(Exercise inputs Opens)
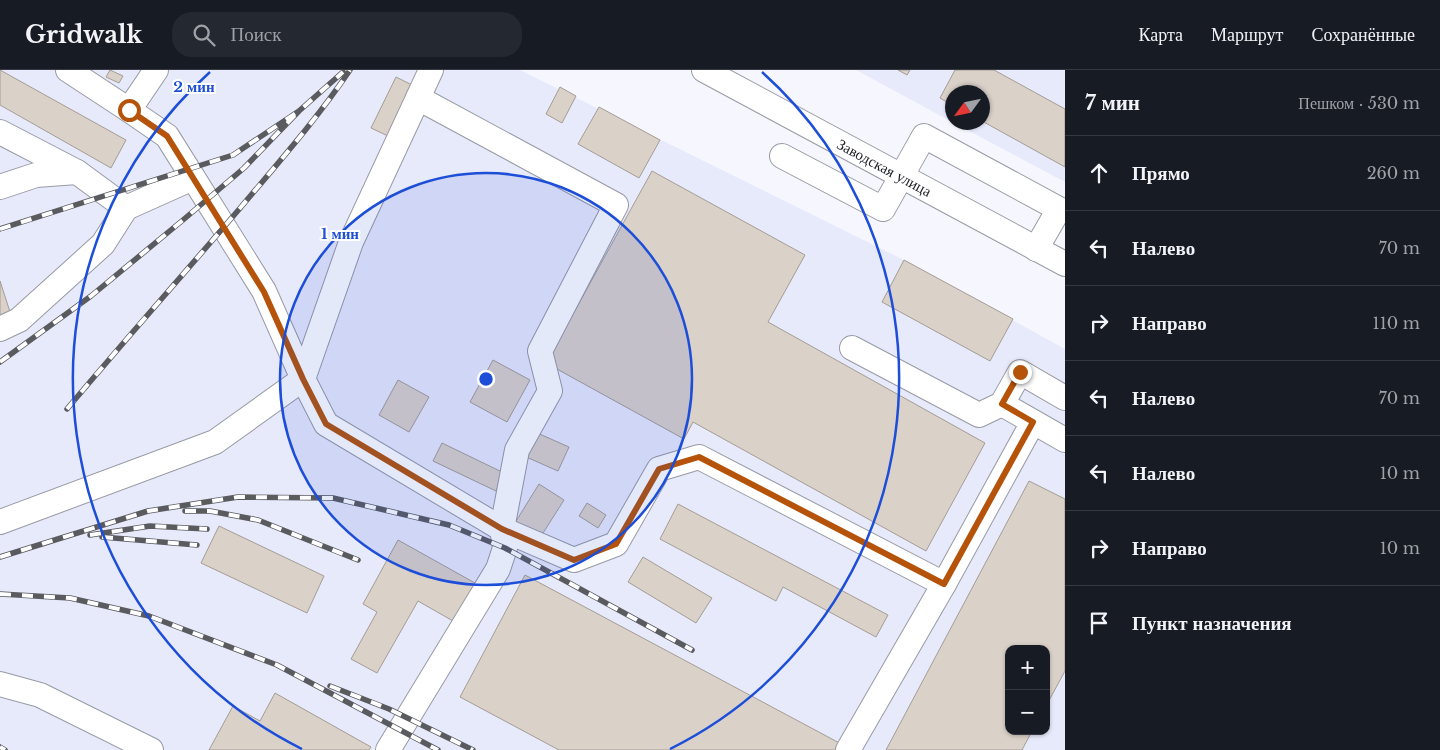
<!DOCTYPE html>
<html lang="ru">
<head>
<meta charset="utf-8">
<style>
  body { margin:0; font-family:"Libre Baskerville",serif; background:#242831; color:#f1f3f6 }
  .controls { position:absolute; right:15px; bottom:15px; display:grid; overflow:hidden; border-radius:10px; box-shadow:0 1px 4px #0004 }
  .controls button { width:45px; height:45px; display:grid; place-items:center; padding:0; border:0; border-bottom:1px solid #363941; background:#171b24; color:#f1f3f6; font:25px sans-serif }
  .compass { position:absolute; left:945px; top:15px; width:45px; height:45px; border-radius:50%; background:#171b24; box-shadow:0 1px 4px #0004; rotate:237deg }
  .stop { position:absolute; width:15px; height:15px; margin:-11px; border:4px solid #b45309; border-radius:50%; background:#fff }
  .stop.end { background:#b45309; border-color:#fff; box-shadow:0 1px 5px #0008 }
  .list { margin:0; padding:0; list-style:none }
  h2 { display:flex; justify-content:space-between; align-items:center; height:65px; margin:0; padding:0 20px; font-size:21px }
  h2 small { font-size:16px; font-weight:400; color:#9ea1a6 }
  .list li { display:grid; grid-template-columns:32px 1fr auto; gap:15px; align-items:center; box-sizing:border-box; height:75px; padding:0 20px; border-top:1px solid #363941 }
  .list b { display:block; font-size:19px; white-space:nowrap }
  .list em { font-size:16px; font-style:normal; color:#9ea1a6 }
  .icon { flex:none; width:28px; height:28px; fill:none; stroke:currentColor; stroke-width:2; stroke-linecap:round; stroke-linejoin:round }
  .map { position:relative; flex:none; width:1065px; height:680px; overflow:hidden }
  header { display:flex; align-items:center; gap:30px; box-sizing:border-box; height:70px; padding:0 25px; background:#171b24; border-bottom:1px solid #363941 }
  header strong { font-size:24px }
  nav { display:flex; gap:28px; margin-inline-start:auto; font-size:18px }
  .search { width:350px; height:45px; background:#242831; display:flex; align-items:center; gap:12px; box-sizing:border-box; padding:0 18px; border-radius:20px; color:#9ea1a6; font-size:19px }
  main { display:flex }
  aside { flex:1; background:#171b24 }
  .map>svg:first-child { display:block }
  .built { fill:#e7eafb; fill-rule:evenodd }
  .building { fill:#dad1c9; stroke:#a49c95 }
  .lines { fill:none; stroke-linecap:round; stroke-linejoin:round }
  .minor-casing { stroke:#989aa4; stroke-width:26 }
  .minor { stroke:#fff; stroke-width:24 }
  .rail-casing { stroke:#5a5b5f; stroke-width:5.5 }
  .rail { stroke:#fff; stroke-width:4; stroke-dasharray:11; stroke-linecap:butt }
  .route { stroke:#b45309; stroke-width:6 }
  .ring { fill:none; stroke:#1d4ed8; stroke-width:2.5 }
  .labels { text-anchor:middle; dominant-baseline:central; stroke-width:4; stroke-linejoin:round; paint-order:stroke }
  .street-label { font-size:15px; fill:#212226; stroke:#fff }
  .centre { fill:#1d4ed8; stroke:#fff; stroke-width:2.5 }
  .ring-label { font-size:15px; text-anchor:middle; font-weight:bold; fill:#1d4ed8; stroke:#fff; stroke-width:4; stroke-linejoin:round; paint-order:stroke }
</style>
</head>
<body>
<header>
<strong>Gridwalk</strong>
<div class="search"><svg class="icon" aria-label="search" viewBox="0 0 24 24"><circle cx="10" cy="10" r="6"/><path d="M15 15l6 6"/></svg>Поиск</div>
<nav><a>Карта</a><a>Маршрут</a><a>Сохранённые</a></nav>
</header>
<main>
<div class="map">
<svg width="1065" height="680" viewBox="0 0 1065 680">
  <rect width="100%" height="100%" fill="#f6f7fe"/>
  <path class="built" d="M0,0H520L904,190L1065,279V680H0ZM1009,579H1046V661H1009Z
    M856,0H1065V112L954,53L982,52V22H952V52Z"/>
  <path class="building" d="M0,0L126,70L111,98L0,35Z
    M110,0L123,6L119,13L106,7Z
    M898,0H910L907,5Z
    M955,0H994L1065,39V97L982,51V22H952V35L940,28Z
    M396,7L412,15L388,66L371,58Z
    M560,17L576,26L562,53L546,44Z
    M599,37L660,70L639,108L578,74Z
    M652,101L805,185L768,252L985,373L926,481L693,352L684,369L546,293Z
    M904,190L1013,249L990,291L882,232Z
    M0,211L11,245L0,248Z
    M493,290L530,310L507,352L470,332Z
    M398,310L429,327L409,362L379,345Z
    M535,362L569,377L558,401L524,386Z
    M442,373L504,403L496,421L433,391Z
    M1029,411L1065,429V601L1046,636V579H1009V661H1032L1022,680H886Z
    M539,414L564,430L538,471L513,456Z
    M587,433L606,445L598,458L579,446Z
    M678,434L888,545L876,567L783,517L776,531L660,469Z
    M219,456L324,506L307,543L201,493Z
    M398,470L475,513L453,551L418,531L377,603L351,589L377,542L363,534Z
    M643,487L712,528L696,553L628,512Z
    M525,505L845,676L843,680H559L460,627Z
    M275,623L371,677L369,680H209L233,636L260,651Z"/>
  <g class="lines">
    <g class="minor-casing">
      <g id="minor">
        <path d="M68,0L129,40L167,66L264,221L303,309L326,354L502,459L574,490L616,474L659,399L699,387L944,514"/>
        <path id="s1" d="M704,0L1065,194"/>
        <path d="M129,40L156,0"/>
        <path d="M0,62L77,102L126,138L193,108"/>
        <path d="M782,86L883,139L924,66L1059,139L1036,179"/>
        <path d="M0,117L36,105L77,102"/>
        <path d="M0,259L19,250L103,174L126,138"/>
        <path d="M852,278L979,345L1002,334L1065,370"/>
        <path d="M1002,334L1020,302L1065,328"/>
        <path d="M0,452L215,372L303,309L351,172L431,0"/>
        <path d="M0,614L40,625L151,680"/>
        <path d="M388,680L498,499L505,478L502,459L517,380L550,321L540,281L616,135L418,28"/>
        <path d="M848,680L944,514L1033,352"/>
      </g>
    </g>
    <use href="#minor" class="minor"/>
    <g class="rail-casing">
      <path id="rail" d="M0,159L233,85L299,41L343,2
        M0,292L91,226L183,150L244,98L299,41
        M67,339C124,271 183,205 241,137C278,93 317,49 350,0
        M185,441H210L258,450L358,490
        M90,465L150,456L207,459
        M102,467L197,475
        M0,487L148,441L238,427L333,428L449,455L505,478L692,580
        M0,524L70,528L149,546L277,595L438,680
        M330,616L389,639L473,680
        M0,677L5,680"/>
    </g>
    <use href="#rail" class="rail"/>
  </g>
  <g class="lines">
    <path class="route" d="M129,40L167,66L264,222L303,309L326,354L502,459L574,490L616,474L659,399L699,387L944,514L1033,352L1002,334L1020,302"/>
  </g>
  <circle cx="486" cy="309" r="206" fill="#1d4ed8" fill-opacity=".12"/>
  <g class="ring">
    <circle cx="486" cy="309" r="206"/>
    <path d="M302 679A413 413 0 0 1 210 2M762 2A413 413 0 0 1 670 679"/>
  </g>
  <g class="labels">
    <g class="street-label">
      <text stroke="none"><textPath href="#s1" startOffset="205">Заводская улица</textPath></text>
    </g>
  </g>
  <circle cx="486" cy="309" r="8" class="centre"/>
  <g class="ring-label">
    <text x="194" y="22">2 мин</text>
    <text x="340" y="169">1 мин</text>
  </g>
</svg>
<div class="controls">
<button>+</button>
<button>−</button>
</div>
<svg class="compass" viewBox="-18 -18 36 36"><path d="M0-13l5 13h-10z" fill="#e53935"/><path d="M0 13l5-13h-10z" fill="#9ea1a6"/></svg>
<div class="stop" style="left:129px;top:40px"></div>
<div class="stop end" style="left:1020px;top:302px"></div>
</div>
<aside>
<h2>7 мин<small>Пешком · 530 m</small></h2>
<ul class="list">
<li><svg class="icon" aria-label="ahead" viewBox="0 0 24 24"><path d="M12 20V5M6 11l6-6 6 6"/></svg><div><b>Прямо</b></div><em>260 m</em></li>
<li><svg class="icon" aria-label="left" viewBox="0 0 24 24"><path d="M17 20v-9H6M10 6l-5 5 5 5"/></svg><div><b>Налево</b></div><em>70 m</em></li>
<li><svg class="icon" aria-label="right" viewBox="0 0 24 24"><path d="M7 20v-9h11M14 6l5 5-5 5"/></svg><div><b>Направо</b></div><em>110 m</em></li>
<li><svg class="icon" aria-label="left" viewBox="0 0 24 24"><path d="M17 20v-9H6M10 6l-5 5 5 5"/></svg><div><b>Налево</b></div><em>70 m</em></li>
<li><svg class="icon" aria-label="left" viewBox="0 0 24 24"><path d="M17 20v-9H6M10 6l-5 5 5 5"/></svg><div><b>Налево</b></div><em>10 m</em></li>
<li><svg class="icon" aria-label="right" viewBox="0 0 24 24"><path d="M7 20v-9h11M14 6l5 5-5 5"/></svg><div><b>Направо</b></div><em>10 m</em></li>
<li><svg class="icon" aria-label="arrive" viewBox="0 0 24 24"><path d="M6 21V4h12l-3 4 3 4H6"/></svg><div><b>Пункт назначения</b></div></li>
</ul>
</aside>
</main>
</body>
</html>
(Exercise inputs Closes)
### Exercise
Where the string "shadow" appears in a line of the listing, copy that line.

### Task answer
  .controls { position:absolute; right:15px; bottom:15px; display:grid; overflow:hidden; border-radius:10px; box-shadow:0 1px 4px #0004 }
  .compass { position:absolute; left:945px; top:15px; width:45px; height:45px; border-radius:50%; background:#171b24; box-shadow:0 1px 4px #0004; rotate:237deg }
  .stop.end { background:#b45309; border-color:#fff; box-shadow:0 1px 5px #0008 }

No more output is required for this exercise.